For those who fell under the spell of CODE NAME SONNY and MOUNTAIN OF FIRE, be alerted that THE 13TH COHORT is every bit as good, and if those first books are still in your memory bank (which they doubtless are) then this novel has the same sense of watching a special series like HOMELAND or NEWSROOM on television. That may be a poor comparison for some – reading is always a better pastime than passively watching a TV drama – but the idea comes across. Pottie knows how to create and build suspense and thrills that makes the decision to put the book down once started a challenging one!
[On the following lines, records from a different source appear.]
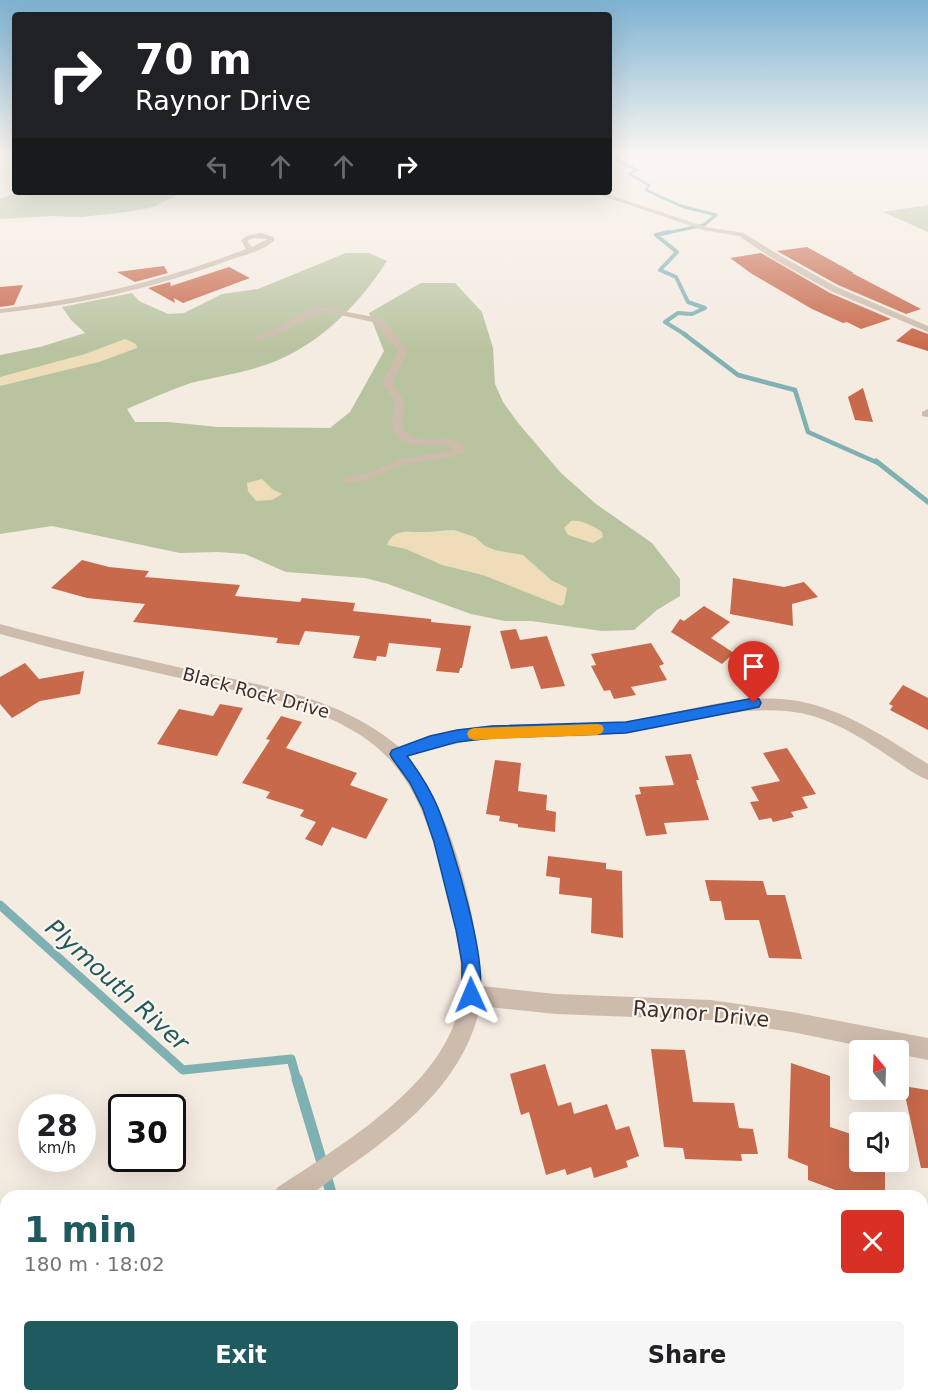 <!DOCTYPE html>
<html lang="en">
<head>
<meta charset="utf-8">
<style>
	:root { --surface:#fff; --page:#f6f6f6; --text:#202124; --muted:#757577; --accent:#1f5a5e }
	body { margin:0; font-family:"DejaVu Sans",sans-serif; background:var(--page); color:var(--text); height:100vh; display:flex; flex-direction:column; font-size:22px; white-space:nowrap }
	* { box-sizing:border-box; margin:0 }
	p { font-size:20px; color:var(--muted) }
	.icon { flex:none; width:33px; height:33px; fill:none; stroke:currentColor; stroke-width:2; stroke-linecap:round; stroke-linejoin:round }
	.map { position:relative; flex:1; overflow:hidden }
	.drawer { position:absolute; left:0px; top:1190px; width:928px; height:212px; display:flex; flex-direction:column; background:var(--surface); border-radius:18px 18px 0 0; box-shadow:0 6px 24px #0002 }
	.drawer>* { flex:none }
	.top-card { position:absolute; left:12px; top:12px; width:600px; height:183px; border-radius:6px; box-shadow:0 6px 24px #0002; background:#202124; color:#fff; overflow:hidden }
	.needle { width:39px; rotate:341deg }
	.fabs { position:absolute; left:849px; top:1040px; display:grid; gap:12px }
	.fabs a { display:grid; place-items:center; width:60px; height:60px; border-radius:6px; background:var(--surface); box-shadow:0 6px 24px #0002; font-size:30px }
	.speed { position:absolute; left:18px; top:1094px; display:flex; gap:12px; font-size:30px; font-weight:700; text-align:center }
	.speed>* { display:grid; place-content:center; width:78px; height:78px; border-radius:50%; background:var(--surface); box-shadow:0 6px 24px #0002; line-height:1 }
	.speed small { font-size:15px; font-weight:400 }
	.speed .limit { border:3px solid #111; border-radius:9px; background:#fff; color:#111 }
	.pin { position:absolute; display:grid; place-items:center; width:51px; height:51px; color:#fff; margin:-62px -26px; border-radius:50% 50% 50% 0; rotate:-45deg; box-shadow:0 0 6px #0007 }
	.pin .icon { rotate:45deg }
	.me { position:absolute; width:66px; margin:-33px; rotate:359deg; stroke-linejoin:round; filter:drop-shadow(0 0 4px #0008) }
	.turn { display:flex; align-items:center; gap:21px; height:126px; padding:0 24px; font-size:27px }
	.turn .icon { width:78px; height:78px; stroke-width:2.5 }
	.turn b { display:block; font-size:42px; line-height:51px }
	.lanes { display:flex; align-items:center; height:57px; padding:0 24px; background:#0003; justify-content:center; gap:30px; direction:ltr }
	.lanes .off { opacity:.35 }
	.round { display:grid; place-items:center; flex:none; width:63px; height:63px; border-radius:6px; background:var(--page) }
	.summary { display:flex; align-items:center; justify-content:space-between; height:102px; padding:0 24px }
	h1 { font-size:36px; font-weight:600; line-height:45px; color:var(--accent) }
	.action { display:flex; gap:12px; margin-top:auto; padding:12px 24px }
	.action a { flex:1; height:69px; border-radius:6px; background:var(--accent); color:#fff; font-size:24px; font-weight:600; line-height:69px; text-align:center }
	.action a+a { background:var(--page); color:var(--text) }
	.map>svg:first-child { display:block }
	.green { fill:#b8c4a0 }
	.sand { fill:#efdcb8 }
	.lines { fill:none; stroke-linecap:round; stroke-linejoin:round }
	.stream-far5 { stroke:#7fb0b2; stroke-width:3 }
	.stream-far4 { stroke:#7fb0b2; stroke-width:4 }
	.stream-far3 { stroke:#7fb0b2; stroke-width:4.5 }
	.stream-far2 { stroke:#7fb0b2; stroke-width:5 }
	.stream-far1 { stroke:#7fb0b2; stroke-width:9 }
	.stream { stroke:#7fb0b2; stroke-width:11 }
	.building { fill:#c8694b }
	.minor { fill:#cdbbac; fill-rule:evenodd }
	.route { fill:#1a73e8; stroke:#114b97; stroke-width:1.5 }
	.slow { fill:#f59e0b }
	.labels { text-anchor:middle; stroke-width:4.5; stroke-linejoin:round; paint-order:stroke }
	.street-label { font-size:18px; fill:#3b302b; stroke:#fbf5ee }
	.near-street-label { font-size:21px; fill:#3b302b; stroke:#fbf5ee }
	.near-water-label { font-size:24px; font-style:italic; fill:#1f5a5e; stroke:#fbf5ee }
</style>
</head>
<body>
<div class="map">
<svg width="928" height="1400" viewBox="0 0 928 1400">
	<rect width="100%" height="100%" fill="#f4ebe1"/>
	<path class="green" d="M 17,192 L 184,192 L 153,207 L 127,212 L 81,217 L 52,216 L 0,219 L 0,199 Z
		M 928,205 L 928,232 L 883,212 Z
		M 346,253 L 369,253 L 387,261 C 358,307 312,352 259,367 C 237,374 214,377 191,383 C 170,390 148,400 127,409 L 135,422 L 168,422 L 218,427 L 330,428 L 350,412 L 384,351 L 369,313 L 421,283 L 455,283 L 482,312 L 493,348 L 495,384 L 503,402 L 519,424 L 561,473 L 596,504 L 652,543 L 680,579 L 680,596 L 657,610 L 634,630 L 602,631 L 531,621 L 505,621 L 471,614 L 388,584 L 365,578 L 286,572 L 245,554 L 218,552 L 180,553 L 52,526 L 0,534 L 0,355 L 40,347 L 85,333 L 71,320 L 62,307 L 132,293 L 139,301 L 168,314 L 184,313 L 222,294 L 258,289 Z"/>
	<path class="sand" d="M 125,339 L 136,344 L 137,348 L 99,362 L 0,386 L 0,377 L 85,354 Z
		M 262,479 L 272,489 L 282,494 L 272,500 L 256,501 L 248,491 L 247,483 Z
		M 571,521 C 581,519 593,526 602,532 L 603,537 L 593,543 L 568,535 L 564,528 Z
		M 454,530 L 475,537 L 485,546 L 495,550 L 523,555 L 551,580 L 567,588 L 564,604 L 561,606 L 483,575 L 442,565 L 406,549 L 387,545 C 394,527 409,533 425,532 C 434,532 444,530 454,530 Z"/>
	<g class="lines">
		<path class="stream-far5" d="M 620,153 L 617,160 L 637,170 L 629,174 L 649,185 L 646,190 L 681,206 L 716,215 L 704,225 L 662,234"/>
		<path class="stream-far4" d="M 669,232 L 656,235 L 677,252 L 660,270 L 676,277 L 688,302 L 705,308 L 692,314 L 678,313 L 665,322 L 686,335"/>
		<path class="stream-far3" d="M 684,334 L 738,375 L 795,390 L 808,432 L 878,463"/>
		<path class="stream-far2" d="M 876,461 L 928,502"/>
		<path class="stream-far1" d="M 0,905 L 183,1070 L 291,1059 L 297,1080"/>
		<path class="stream" d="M 297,1079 L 332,1196
			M 409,1395 L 411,1400"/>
	</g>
	<path class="building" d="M 807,247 L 854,273 L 852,273 L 921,309 L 906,314 L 838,285 L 777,251 Z
		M 761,253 L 830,293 L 891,319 L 861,329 L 847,322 L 843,323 L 812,309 L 752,274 L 730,258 Z
		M 164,266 L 168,273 L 135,282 L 117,272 Z
		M 229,267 L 250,278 L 183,303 L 174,298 L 175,303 L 148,288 L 170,282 L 171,286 Z
		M 23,285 L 14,305 L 0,307 L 0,287 Z
		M 912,328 L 928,334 L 928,351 L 896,341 Z
		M 863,388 L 873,422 L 855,420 L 848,397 Z
		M 82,560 L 109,567 L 149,571 L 145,577 L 240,585 L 235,596 L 300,602 L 302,598 L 355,603 L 353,611 L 431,619 L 431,622 L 471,626 L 462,668 L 460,668 L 459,673 L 436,671 L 441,648 L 389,643 L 386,657 L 377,656 L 376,661 L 353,658 L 360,636 L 305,631 L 299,645 L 276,643 L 278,638 L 133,622 L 145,604 L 87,598 L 51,588 Z
		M 733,578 L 784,587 L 804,582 L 818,597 L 792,604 L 793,626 L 730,614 Z
		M 704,606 L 730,622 L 711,638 L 734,653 L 722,664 L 671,632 L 680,619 L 684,621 Z
		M 516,629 L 520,640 L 547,636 L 565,686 L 541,689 L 533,666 L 511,669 L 500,631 Z
		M 651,643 L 664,664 L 659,666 L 667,680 L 631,687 L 636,695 L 614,699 L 610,690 L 604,691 L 591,666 L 596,665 L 591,654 Z
		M 25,663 L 39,679 L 84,671 L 80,694 L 40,701 L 12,718 L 0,704 L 0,677 Z
		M 903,685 L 928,698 L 928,730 L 890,710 L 893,706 L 889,704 Z
		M 220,704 L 243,708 L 217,756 L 157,744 L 179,709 L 213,716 Z
		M 281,716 L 302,722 L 286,748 L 357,773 L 350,785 L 388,799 L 366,839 L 332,827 L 322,846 L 305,839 L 316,822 L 300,816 L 304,810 L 266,798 L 270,792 L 242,783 L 270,740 L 266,739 Z
		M 787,748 L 816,794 L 802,797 L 808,808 L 791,812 L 794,817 L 773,822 L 771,818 L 759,820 L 750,802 L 759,801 L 751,787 L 780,781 L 763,753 Z
		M 691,754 L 699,780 L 696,780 L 709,820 L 664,823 L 667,834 L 646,836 L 635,795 L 641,794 L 639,787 L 674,785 L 665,756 Z
		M 495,760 L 521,763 L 518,791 L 547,795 L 546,810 L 556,812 L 555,832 L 518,827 L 518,824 L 499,821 L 500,816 L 486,814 Z
		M 548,856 L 606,863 L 606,869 L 622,871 L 623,938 L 591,933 L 592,898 L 559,894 L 560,878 L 546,876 Z
		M 705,880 L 763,881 L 767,895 L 785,895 L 802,959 L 769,958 L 759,920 L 725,920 L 721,901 L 710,901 Z
		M 651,1049 L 685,1050 L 693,1102 L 734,1103 L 739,1128 L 753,1129 L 758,1154 L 741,1154 L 742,1161 L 685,1159 L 683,1148 L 664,1147 Z
		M 791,1063 L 830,1076 L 830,1127 L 860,1137 L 860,1161 L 870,1161 L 870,1167 L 885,1172 L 885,1196 L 852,1196 L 808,1180 L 808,1166 L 788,1158 Z
		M 545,1064 L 558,1106 L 571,1102 L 574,1114 L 607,1104 L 616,1130 L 629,1126 L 639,1156 L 626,1161 L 628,1167 L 594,1178 L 591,1167 L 567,1175 L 565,1169 L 546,1175 L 529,1112 L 521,1115 L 510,1074 Z
		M 903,1086 L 928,1090 L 928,1168 L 921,1168 Z"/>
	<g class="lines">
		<path class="minor" d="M 7,153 L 14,153 L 0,160 L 0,156 Z
			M 913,153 L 923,153 L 922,154 L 928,156 L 928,160 L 912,155 Z
			M 591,192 L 600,192 L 706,227 L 743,233 L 781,256 L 837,287 L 928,326 L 928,332 L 831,291 L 775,260 L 739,236 L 703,230 Z
			M 261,233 L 274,237 L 274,241 C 261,252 240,256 224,262 C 151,289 77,305 0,313 L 0,309 C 85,299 166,280 246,249 L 241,240 L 247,236 ZM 254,238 L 268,239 L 252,247 L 247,241 Z
			M 321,307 L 379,318 L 386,323 L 408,351 L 392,383 L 405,402 L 402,421 L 404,431 C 417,448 447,431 464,445 L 464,453 C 446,461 427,459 409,464 C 387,468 366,487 342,482 L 342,478 L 373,471 L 400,459 L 454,450 L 449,445 C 429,443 392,452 392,421 C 392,415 394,408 395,402 L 382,383 L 399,351 L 373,322 L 321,311 L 287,330 L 259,341 L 252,339 L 281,326 L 311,308 Z
			M 928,409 L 928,417 L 922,416 L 922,412 Z
			M 0,624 C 60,641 121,654 182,668 C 258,685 338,695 399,747 C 429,737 460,728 492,726 C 537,722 583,727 628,721 C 684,713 741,691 798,701 C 846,710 888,739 928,764 L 928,780 C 915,775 904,766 893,759 C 868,742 842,725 813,716 C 747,698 681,728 615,734 C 579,738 542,735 506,737 C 472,739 440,746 408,757 C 453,811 477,916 481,986 L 556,994 L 711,1000 L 792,1012 L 928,1038 L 928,1060 L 898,1054 L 898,1050 L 880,1050 L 792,1032 L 711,1020 L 556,1014 L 480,1006 C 466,1079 402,1130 344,1170 C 335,1176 316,1193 306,1196 C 296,1198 283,1196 273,1196 L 277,1188 C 338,1147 441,1087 458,1010 C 468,966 452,900 438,857 C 421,802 403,758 350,729 C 303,702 249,694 197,682 C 131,667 65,652 0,634 Z
			M 77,1395 L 107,1395 L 105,1400 L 75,1400 Z"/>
	</g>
	<linearGradient id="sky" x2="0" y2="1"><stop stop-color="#7eb2d2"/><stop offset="0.44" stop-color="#faf6f2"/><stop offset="1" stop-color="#faf6f2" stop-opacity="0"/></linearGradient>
	<rect width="928" height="349" fill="url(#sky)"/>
	<path class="route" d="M 754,698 L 759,699 L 761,703 L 759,707 L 626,733 L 492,738 L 457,742 L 407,756 C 419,772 430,789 438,808 C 452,843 491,968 478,1001 L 471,1004 L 465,1001 L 462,995 L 462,963 L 456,930 L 434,842 L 423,809 L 410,783 L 392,758 L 390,754 L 392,750 L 430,736 L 457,730 L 492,726 L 626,722 Z"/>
	<path class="slow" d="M 597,724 L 602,725 L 604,729 L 602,733 L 597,735 L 474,740 L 469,738 L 467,734 L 469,730 L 474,728 Z"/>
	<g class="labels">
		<g class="street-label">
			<text transform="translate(256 693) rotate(15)" y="6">Black Rock Drive</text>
		</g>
		<g class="near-street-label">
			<text transform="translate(701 1014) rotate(5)" y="7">Raynor Drive</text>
		</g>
		<g class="near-water-label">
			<text transform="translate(117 985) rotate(42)" y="8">Plymouth River</text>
		</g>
	</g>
</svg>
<div class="fabs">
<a><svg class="needle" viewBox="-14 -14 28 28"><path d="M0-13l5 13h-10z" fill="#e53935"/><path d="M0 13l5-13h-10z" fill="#757577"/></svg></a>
<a><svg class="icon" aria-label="sound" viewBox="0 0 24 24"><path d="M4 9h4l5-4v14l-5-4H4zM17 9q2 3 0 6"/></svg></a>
</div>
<div class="speed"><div>28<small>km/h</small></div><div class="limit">30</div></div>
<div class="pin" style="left:754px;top:703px;background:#d93025"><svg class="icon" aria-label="arrive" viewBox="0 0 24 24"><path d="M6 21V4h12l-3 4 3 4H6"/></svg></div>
<svg class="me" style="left:471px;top:995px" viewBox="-20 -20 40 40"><path d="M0-17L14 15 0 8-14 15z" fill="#1a73e8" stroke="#fff" stroke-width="4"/></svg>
<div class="top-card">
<div class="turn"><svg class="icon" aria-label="right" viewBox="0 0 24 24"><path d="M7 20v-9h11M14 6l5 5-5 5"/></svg><div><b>70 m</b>Raynor Drive</div></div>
<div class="lanes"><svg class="icon off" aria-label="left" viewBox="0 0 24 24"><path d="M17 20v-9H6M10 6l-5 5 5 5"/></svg><svg class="icon off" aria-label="ahead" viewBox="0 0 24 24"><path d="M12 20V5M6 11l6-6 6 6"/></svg><svg class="icon off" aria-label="ahead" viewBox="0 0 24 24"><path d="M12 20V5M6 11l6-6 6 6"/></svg><svg class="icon" aria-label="right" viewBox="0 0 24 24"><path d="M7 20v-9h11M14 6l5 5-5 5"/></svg></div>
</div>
<section class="drawer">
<div class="summary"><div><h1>1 min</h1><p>180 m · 18:02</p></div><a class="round" style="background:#d93025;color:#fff"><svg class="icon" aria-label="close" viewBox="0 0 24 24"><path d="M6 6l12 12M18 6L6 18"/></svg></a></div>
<div class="action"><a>Exit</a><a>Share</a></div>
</section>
</div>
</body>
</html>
The story weaves in and out from the 1940s to the present – and for very good reason. We have passed through the Cold War of the second novel and now find a resurgence of a Neo-Nazi movement -the so-called 13th Cohort. There are elements of a spear that apparently has treacherous power – the Spear of Destiny (fraught with religious significance as the spear that pierced the side of Christ) – and if the elements of the spear can be found (supposedly hidden in the Castle Wewelsburg in Germany) then a new Hitler can be created to lead the Fourth Reich. Pottie weaves all the characters who have survived the first two novels of the series into the action of this third episode and there is the same mixture of intrigue, genetic connection, historical persistence, love, strange medical situations and Pottie keeps the dialog embedded in the narration of the story in a manner that aids the flow of the unraveling sequences, and he successfully creates a contemporary situation based on his own life experiences that serve as the author’s way of explaining the secrets that war tattoos on the minds of veterans. Few writers have described the war and its permutations as well. Another fine story. Don’t fear the length of 600 pages: the author and editor have wisely spaced the legible font at a near double spaced manner that allows the eyes to avoid fatigue to the very end. And now onto book 4, BLACK DAWN, out later this year.